Richardson also acknowledged the ire his decision would cause on the right, but he emphasized that in every single state in which a gender-affirming care ban has been challenged, a judge has found that the laws are likely unconstitutional.
“The Court realizes that today’s decision will likely stoke the already controversial fire regarding the rights of transgender individuals in American society on the one hand, and the countervailing power of states to control certain activities within their borders and to use that power to protect minors.”
“The Court, however, does not stand alone in its decision.

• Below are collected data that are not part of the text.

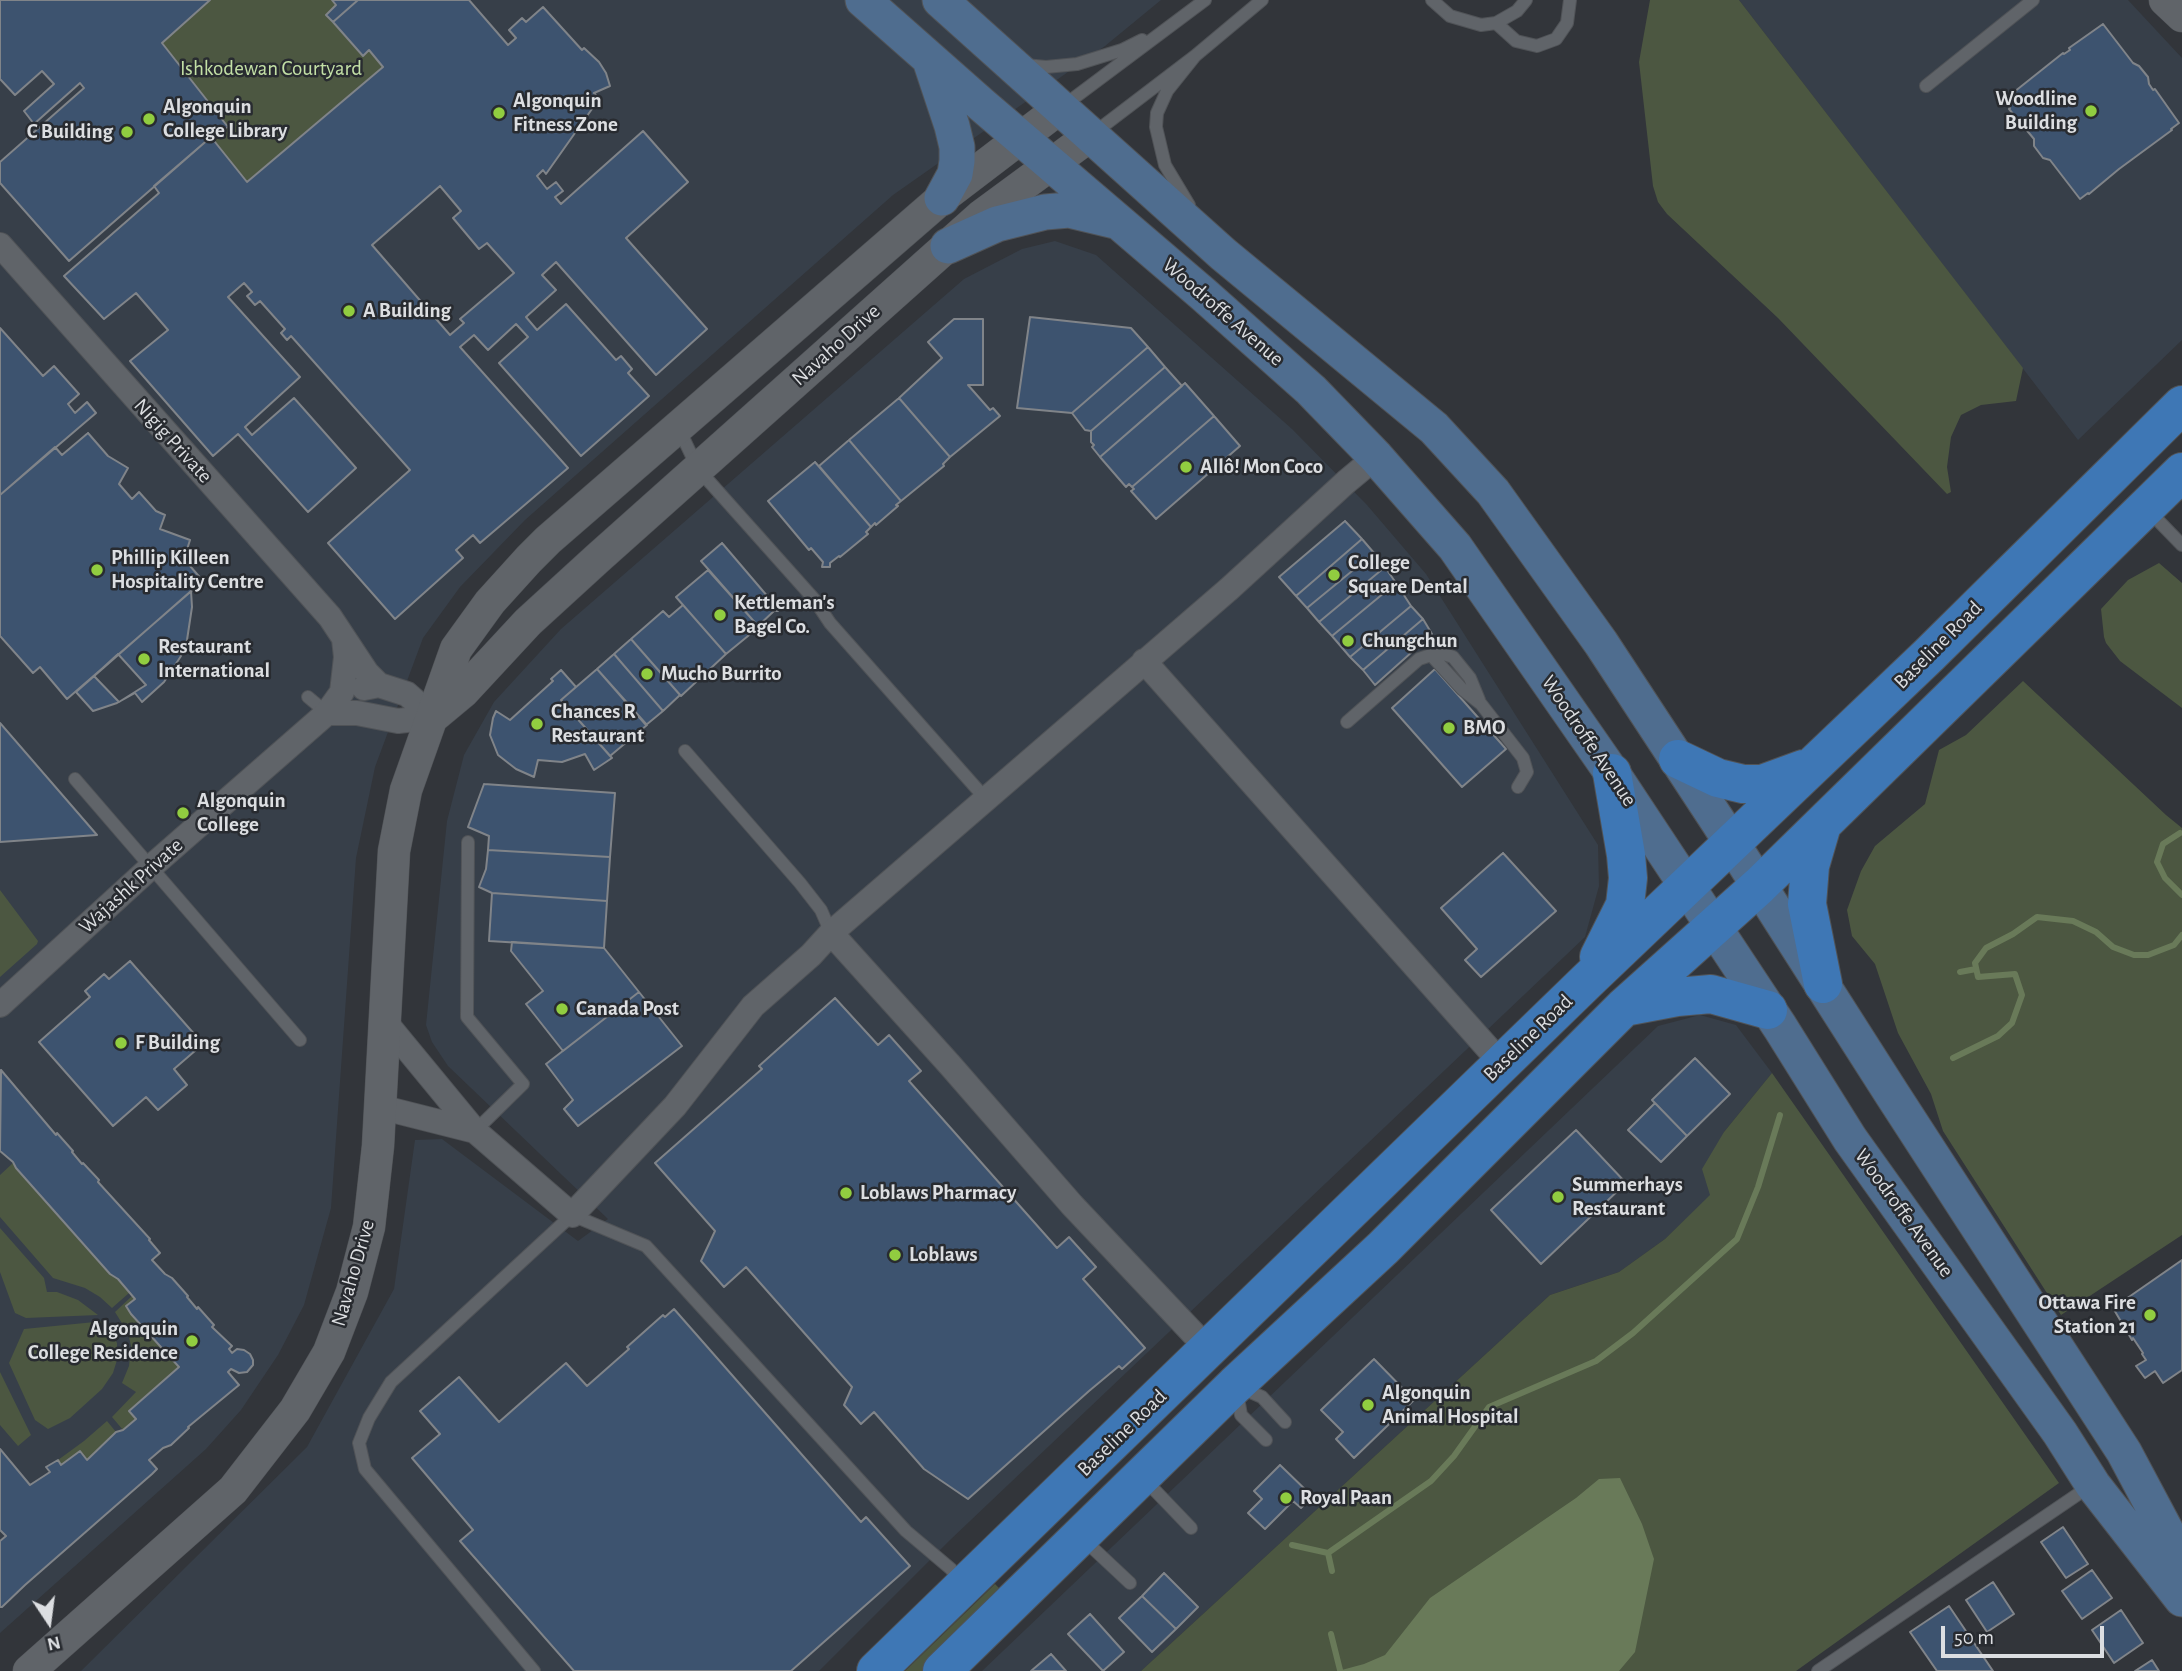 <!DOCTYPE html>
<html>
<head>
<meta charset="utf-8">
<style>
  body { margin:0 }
  #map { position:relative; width:2182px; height:1671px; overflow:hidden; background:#32353a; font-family:"Alegreya Sans",sans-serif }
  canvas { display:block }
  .north { position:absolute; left:14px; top:1587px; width:70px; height:70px; -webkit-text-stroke:5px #282b30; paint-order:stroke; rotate:167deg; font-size:19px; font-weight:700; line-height:28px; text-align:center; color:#dcdee1 }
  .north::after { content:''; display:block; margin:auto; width:24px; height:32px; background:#dcdee1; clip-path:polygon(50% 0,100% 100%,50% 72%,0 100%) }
  .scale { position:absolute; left:1941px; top:1626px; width:163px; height:32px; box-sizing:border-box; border:4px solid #dcdee1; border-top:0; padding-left:9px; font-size:21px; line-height:24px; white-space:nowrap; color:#dcdee1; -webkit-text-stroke:5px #282b30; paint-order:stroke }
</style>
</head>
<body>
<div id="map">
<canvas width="2182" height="1671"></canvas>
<div class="north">N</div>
<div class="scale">50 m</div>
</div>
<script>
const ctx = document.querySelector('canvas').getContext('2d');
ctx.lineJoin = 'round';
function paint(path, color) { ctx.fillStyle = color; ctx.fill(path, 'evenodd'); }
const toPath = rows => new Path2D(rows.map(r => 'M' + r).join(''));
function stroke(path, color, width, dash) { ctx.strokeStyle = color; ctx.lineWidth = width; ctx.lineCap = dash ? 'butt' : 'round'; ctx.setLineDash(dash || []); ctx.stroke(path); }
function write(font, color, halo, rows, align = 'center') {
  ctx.font = font + ' "Alegreya Sans",sans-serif'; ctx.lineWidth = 5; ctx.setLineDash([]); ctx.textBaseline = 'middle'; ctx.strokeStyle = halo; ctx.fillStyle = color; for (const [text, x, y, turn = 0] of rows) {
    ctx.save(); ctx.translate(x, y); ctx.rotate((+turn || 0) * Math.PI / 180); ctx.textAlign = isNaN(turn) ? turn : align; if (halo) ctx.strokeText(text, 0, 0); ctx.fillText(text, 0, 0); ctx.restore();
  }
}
paint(toPath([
  [0,0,1161,0,1105,46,893,195,525,520,460,587,423,638,375,767,356,858,331,1208,304,1305,278,1355,241,1410,206,1449,0,1633],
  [1739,0,2128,0,2182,58,2182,340,2078,440],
  [1055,241,1096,255,1292,429,1367,505,1426,574,1598,845,1599,886,1585,937,950,1540,819,1671,81,1671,307,1447,394,1289,415,1140,442,1139,578,1241,608,1219,448,1066,432,1042,426,1025,447,821,464,755,494,702,561,629,964,279,1022,249],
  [1700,1015,1736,1025,1772,1073,1724,1132,1711,1195,1665,1239,1619,1272,1550,1295,1141,1671,982,1671,1658,1026]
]), '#373f49');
paint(toPath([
  [210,0,332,0,336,5,326,15,362,56,369,50,383,67,247,182,211,137,227,126,162,43],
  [1650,0,1739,0,2023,368,2016,401,1981,405,1961,415,1951,437,1947,467,1951,492,1947,494,1778,318,1667,214,1658,202,1653,186,1639,62],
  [2159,563,2182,583,2182,708,2120,661,2106,643,2104,637,2101,609,2128,580],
  [2023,681,2166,815,2182,828,2182,1235,2061,1315,1943,1131,1931,1094,1898,1033,1875,964,1852,936,1847,910,1861,871,1875,846,1925,804,1939,750,1966,735],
  [0,890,38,941,37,944,0,977],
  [1772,1073,2059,1483,1796,1671,1141,1671,1550,1295,1619,1272,1665,1239,1710,1195,1702,1169,1724,1132],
  [13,1163,84,1246,86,1245,109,1274,118,1279,129,1293,112,1308,100,1297,85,1288,53,1278,0,1217,0,1175],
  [0,1228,44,1278,47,1292,57,1292,78,1300,98,1315,26,1318,15,1313,0,1272],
  [132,1296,135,1299,126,1306,131,1314,179,1367,130,1410,136,1419,123,1430,112,1417,136,1392,122,1383,129,1366,131,1346,128,1333,115,1312],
  [105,1321,117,1343,117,1360,113,1373,102,1389,70,1418,48,1429,35,1420,9,1363,24,1329],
  [0,1372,31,1435,18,1446,0,1425],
  [107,1421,116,1432,98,1450,87,1460,80,1452,61,1465,58,1460,84,1441],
  [995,1584,1001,1590,925,1671,905,1671]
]), '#4c5741');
paint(toPath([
  [1620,1478,1642,1524,1654,1559,1635,1652,1619,1671,1338,1671,1364,1664,1385,1655,1430,1598,1576,1498,1599,1479]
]), '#697a59');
stroke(toPath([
  [2180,833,2163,844,2157,862,2165,878,2182,895],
  [1960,972,1976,969],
  [1953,1058,1998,1036,2012,1023,2022,995,2015,974,1978,977,1975,963,1986,948,2013,934,2037,917,2073,921,2096,932,2113,947,2134,955,2148,955,2174,945,2182,935],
  [1292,1545,1328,1553,1431,1481,1454,1456,1489,1407,1596,1361,1633,1333,1737,1239,1758,1187,1780,1115],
  [1328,1553,1332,1571],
  [1331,1634,1340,1670]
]), '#697a59', 6);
const building = toPath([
  [0,0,210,0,162,43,228,127,211,137,69,261,0,183,0,162,84,88,80,83,34,124,24,111,54,84,42,71,15,95,0,79,0,0],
  [332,0,358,0,333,22,326,15,336,5,332,0],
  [358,0,469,0,508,45,516,38,509,30,522,18,526,22,543,7,582,50,584,48,599,62,606,73,610,86,594,93,599,99,546,174,543,170,537,176,547,189,556,182,563,191,555,197,561,204,643,131,688,182,626,238,707,329,656,375,556,262,542,275,556,290,526,317,537,330,566,304,616,360,621,356,632,369,628,373,649,396,581,456,499,363,528,337,516,324,488,350,474,335,460,347,568,468,480,543,473,535,456,550,463,558,395,619,328,543,410,470,291,336,287,340,281,333,285,329,260,301,255,305,247,296,252,292,244,283,228,297,300,377,245,427,252,435,294,398,356,468,308,512,238,434,213,456,130,361,168,330,136,293,104,319,64,276,159,193,154,186,211,137,247,182,383,67,369,50,363,56,333,22,358,0],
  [440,186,461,211,453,218,479,249,487,243,514,273,460,319,464,323,450,335,372,245,440,186],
  [2103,24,2133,63,2139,66,2148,77,2149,84,2153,90,2155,89,2179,123,2171,129,2172,130,2119,169,2089,194,2088,193,2080,199,2050,160,2043,158,2034,146,2034,139,2009,109,2010,108,2004,100,2063,53,2064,54,2070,50,2069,48,2103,24],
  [1030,317,1131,328,1148,347,1072,413,1017,408,1030,317],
  [954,319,983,319,983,385,968,385,990,410,993,408,1000,416,950,457,899,398,942,358,928,342,954,319],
  [0,328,43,376,54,366,79,394,68,404,75,413,87,402,96,413,0,495,0,328],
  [1148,347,1165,367,1091,431,1085,430,1072,413,1148,347],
  [1165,367,1182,386,1100,457,1092,447,1094,445,1091,442,1091,431,1165,367],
  [1185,383,1214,416,1132,487,1129,484,1126,487,1100,457,1185,383],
  [899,398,950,457,943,464,944,466,901,501,849,440,899,398],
  [1214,416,1240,446,1156,519,1131,491,1134,489,1132,487,1214,416],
  [88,433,108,456,128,468,119,484,132,499,139,492,156,511,165,515,160,529,190,540,184,559,203,581,67,699,40,667,33,673,0,636,0,495,55,447,62,455,88,433],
  [849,440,901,501,896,505,898,506,876,525,875,523,871,527,819,466,849,440],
  [815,462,871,527,866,532,868,534,840,557,839,556,830,563,830,567,822,567,823,562,811,548,809,550,768,501,815,462],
  [1345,521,1362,539,1296,596,1279,577,1345,521],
  [1362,539,1374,553,1307,608,1296,596,1362,539],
  [722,543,774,604,778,604,778,611,774,611,758,626,701,561,722,543],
  [1374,553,1385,567,1319,622,1307,608,1374,553],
  [1385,567,1396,583,1332,636,1319,622,1385,567],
  [708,570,759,627,726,654,676,597,708,570],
  [1396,583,1411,606,1350,657,1332,636,1396,583],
  [191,591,192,607,187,640,181,656,164,682,142,702,135,693,117,703,93,711,76,692,191,591],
  [683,605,726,654,681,696,631,639,663,611,669,617,683,605],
  [1411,606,1423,619,1363,670,1350,657,1411,606],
  [1423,619,1432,634,1375,685,1363,670,1423,619],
  [631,639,680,695,663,711,614,654,631,639],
  [118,654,146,685,119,702,94,676,118,654],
  [614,654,663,711,646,725,597,669,614,654],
  [597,669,647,725,610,756,561,700,597,669],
  [1435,669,1506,749,1462,787,1392,708,1435,669],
  [561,670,576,687,561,700,612,758,594,770,585,754,562,762,538,760,534,777,516,769,498,755,490,735,493,718,496,711,510,720,553,681,551,679,561,670],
  [0,723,97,835,0,842,0,723],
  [484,784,615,793,610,857,488,850,489,836,468,827,484,784],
  [488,850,610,857,607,901,492,893,479,887,486,869,488,850],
  [1503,853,1556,911,1481,977,1465,960,1477,949,1441,908,1503,853],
  [492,893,607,901,604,948,489,941,492,893],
  [512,942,604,948,639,992,563,1051,526,1004,543,991,511,951,512,942],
  [130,961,203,1044,174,1069,187,1085,158,1110,146,1097,113,1126,39,1042,90,997,85,991,104,974,109,979,130,961],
  [639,992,682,1046,578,1126,564,1109,573,1100,546,1064,639,992],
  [835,998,878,1045,889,1035,921,1071,909,1081,1057,1248,1069,1237,1096,1267,1083,1279,1145,1348,1122,1369,1119,1366,1089,1391,968,1499,924,1469,874,1412,861,1424,844,1405,852,1387,746,1267,724,1287,701,1261,715,1231,655,1163,762,1069,759,1066,835,998],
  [1695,1058,1730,1094,1687,1136,1652,1100,1695,1058],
  [1,1070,56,1135,57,1133,73,1151,72,1152,82,1164,83,1163,99,1180,98,1182,150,1239,149,1240,160,1253,152,1260,165,1274,172,1278,188,1296,187,1297,197,1309,198,1307,214,1325,212,1327,232,1346,229,1349,232,1353,237,1349,244,1350,250,1354,253,1360,253,1365,247,1372,239,1373,231,1369,228,1372,239,1385,188,1427,189,1428,171,1445,163,1448,149,1460,157,1469,152,1474,25,1585,2,1607,0,1607,0,1541,6,1536,0,1530,0,1449,30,1485,50,1472,46,1467,58,1460,61,1465,80,1451,87,1460,116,1432,123,1430,136,1419,129,1411,179,1367,131,1314,126,1306,135,1299,118,1279,110,1274,16,1168,13,1162,0,1151,1,1070],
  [1655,1103,1687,1136,1661,1162,1628,1130,1655,1103],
  [1576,1130,1626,1183,1541,1264,1491,1210,1576,1130],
  [2182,1260,2182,1370,2163,1383,2155,1371,2145,1378,2136,1366,2146,1360,2142,1354,2143,1353,2133,1338,2132,1340,2113,1308,2182,1260],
  [674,1309,861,1522,866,1517,910,1566,791,1671,574,1671,460,1541,473,1530,412,1458,440,1434,420,1411,459,1377,499,1422,566,1363,587,1386,629,1349,627,1347,663,1315,665,1317,674,1309],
  [1374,1359,1414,1400,1354,1458,1336,1439,1343,1432,1321,1410,1374,1359],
  [1280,1465,1312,1496,1301,1508,1293,1501,1265,1529,1248,1513,1262,1499,1254,1491,1280,1465],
  [2063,1527,2088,1564,2066,1578,2041,1542,2063,1527],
  [2092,1570,2112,1598,2082,1619,2062,1591,2092,1570],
  [1164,1573,1198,1607,1176,1629,1142,1596,1164,1573],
  [1993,1582,2014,1614,1987,1632,1966,1600,1993,1582],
  [1142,1596,1176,1629,1152,1652,1119,1618,1142,1596],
  [1949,1606,1993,1671,1937,1671,1910,1632,1949,1606],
  [2121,1610,2143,1643,2114,1663,2092,1630,2121,1610],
  [1090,1614,1124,1652,1103,1671,1068,1634,1090,1614],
  [1051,1654,1066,1671,1031,1671,1051,1654],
  [2152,1660,2159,1671,2135,1671,2152,1660]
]);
paint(building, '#3d536f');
stroke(building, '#808489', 2);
const service = toPath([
  [1432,0,1450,16,1481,25,1496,23,1517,11,1526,0],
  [1496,23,1516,41,1537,46,1556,39,1567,23,1570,0],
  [1025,65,1046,67,1077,64,1122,50,1142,40],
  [1926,86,2033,0],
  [1062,107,1205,0],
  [1094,133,1195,56,1262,0],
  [1189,205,1165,165,1156,127,1157,113,1167,91,1195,56],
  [679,429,698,469,814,599,830,623,985,798],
  [2148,510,2182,545],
  [1431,655,1441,653,1453,657,1470,678,1479,700],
  [308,697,327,713],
  [1347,722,1419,659,1431,655,1462,689,1481,704,1523,758,1527,772,1518,787],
  [685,751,800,883,821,910,831,933],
  [75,779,300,1040],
  [468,842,467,1017,523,1084,475,1131],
  [1239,1387,1262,1397,1285,1422],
  [1237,1392,1241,1415,1266,1440],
  [1145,1480,1191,1528],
  [1082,1538,1130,1583],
  [534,1671,365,1469,359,1443,369,1418,391,1382,572,1215,646,1246,906,1531,951,1569,962,1583],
  [1818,1671,2090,1486]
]);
const minor = toPath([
  [0,245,330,617,367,673,379,685],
  [1144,661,1502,1064],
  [364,688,379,685,407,694,433,717],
  [327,713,357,713,398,721,433,717],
  [831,933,950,1065,1072,1205,1208,1349],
  [0,1005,152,866,327,713,342,692,346,657,344,639],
  [386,1023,475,1131,572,1215,675,1106,753,1006,811,955,831,933,1229,589,1346,482,1376,457],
  [380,1107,475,1131]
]);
const tertiary = toPath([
  [2165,0,2182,16],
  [433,717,463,692,528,622,598,558,981,216,1091,135],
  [29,1671,233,1490,295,1410,329,1352,352,1292,369,1227,378,1146,394,851,406,790,456,649,490,602,529,559,548,540,942,198,1060,108]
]);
const secondary = toPath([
  [863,0,982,105,1203,294,1311,390,1376,457,1455,547,1612,773,1780,1027,1850,1139,2060,1433,2093,1485,2182,1599],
  [940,0,1223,254,1434,428,1493,492,1601,643,1719,823,1892,1094,2124,1452,2182,1561],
  [931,63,952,126,957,147,957,161,955,174,942,198],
  [948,246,997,224,1045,212,1069,210,1115,221]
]);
const primary = toPath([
  [1678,759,1718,778,1743,784,1762,784,1803,769],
  [1822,825,1810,866,1807,904,1823,984],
  [1599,957,1625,905,1628,878,1626,855,1612,773],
  [1624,1007,1677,997,1711,994,1768,1010],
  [876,1671,1587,981,1929,655,2182,405],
  [942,1671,1235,1385,1383,1248,1624,1007,1759,886,2182,472]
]);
stroke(service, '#505357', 14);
stroke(minor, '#505357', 26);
stroke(tertiary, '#505357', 33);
stroke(secondary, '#505357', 37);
stroke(primary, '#505357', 40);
stroke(service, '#606469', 12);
stroke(minor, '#606469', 24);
stroke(tertiary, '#606469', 32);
stroke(secondary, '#4f6d8f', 35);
stroke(primary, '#3e77b5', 38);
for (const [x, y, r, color] of [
  [2091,111,7,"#91cd40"],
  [499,113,7,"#91cd40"],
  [149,119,7,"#91cd40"],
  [127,132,7,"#91cd40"],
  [349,311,7,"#91cd40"],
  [1186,467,7,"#91cd40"],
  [97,570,7,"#91cd40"],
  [1334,575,7,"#91cd40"],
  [720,615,7,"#91cd40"],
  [1348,641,7,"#91cd40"],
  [144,659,7,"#91cd40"],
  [647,674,7,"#91cd40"],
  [537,724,7,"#91cd40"],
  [1449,728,7,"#91cd40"],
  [183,813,7,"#91cd40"],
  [562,1009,7,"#91cd40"],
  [121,1043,7,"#91cd40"],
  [846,1193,7,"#91cd40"],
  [1558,1197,7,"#91cd40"],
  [895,1255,7,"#91cd40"],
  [2150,1315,7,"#91cd40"],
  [192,1341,7,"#91cd40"],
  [1368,1405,7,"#91cd40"],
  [1286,1498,7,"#91cd40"]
]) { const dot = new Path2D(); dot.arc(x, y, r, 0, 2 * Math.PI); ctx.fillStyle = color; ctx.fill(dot); stroke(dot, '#282b30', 2.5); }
write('21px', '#c3e0a6', '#282b30', [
  ["Ishkodewan Courtyard",271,69]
]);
write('bold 21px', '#dcdee1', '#282b30', [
  ["Woodline",2077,99,"right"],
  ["Building",2077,123,"right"],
  ["Algonquin",513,101],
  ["Fitness Zone",513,125],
  ["Algonquin",163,107],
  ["College Library",163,131],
  ["C Building",113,132,"right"],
  ["A Building",363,311],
  ["Allô! Mon Coco",1200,467],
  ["Phillip Killeen",111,558],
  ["Hospitality Centre",111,582],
  ["College",1348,563],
  ["Square Dental",1348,587],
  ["Kettleman's",734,603],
  ["Bagel Co.",734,627],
  ["Chungchun",1362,641],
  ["Restaurant",158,647],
  ["International",158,671],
  ["Mucho Burrito",661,674],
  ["Chances R",551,712],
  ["Restaurant",551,736],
  ["BMO",1463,728],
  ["Algonquin",197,801],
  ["College",197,825],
  ["Canada Post",576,1009],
  ["F Building",135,1043],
  ["Summerhays",1572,1185],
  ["Restaurant",1572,1209],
  ["Loblaws Pharmacy",860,1193],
  ["Loblaws",909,1255],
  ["Ottawa Fire",2136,1303,"right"],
  ["Station 21",2136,1327,"right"],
  ["Algonquin",178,1329,"right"],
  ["College Residence",178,1353,"right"],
  ["Algonquin",1382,1393],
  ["Animal Hospital",1382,1417],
  ["Royal Paan",1300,1498]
], 'left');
write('21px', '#dcdee1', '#282b30', [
  ["Woodroffe Avenue",1223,312,41],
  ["Navaho Drive",836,345,-42],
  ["Nigig Private",173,441,48],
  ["Baseline Road",1938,645,-45],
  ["Woodroffe Avenue",1589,741,56],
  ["Wajashk Private",131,886,-42],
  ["Baseline Road",1528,1038,-44],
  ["Woodroffe Avenue",1904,1213,54],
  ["Navaho Drive",353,1273,-74],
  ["Baseline Road",1122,1433,-44]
]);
</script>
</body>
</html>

As repeatedly emphasized above, several federal courts across the country have been confronted with laws that mirror S.B. 1 in material respects. To the Court’s knowledge, every court to consider preliminarily enjoining a ban on gender-affirming care for minors has found that such a ban is likely unconstitutional. And at least one federal court has found such a ban to be unconstitutional at final judgment.”
Most recently, an Obama-appointed federal judge in Arkansas struck down the state’s gender-affirming care ban for trans minors, issuing a permanent injunction to stop the law from being enforced. A few days earlier, a Trump-appointed federal judge temporarily blocked an Indiana law banning gender-affirming care for trans youth in the state. Earlier this month, a judge also temporarily struck down parts of Florida’s ban, saying that it contradicts widely accepted standards” of medical care. Bans have also been temporarily halted in Alabama and Oklahoma.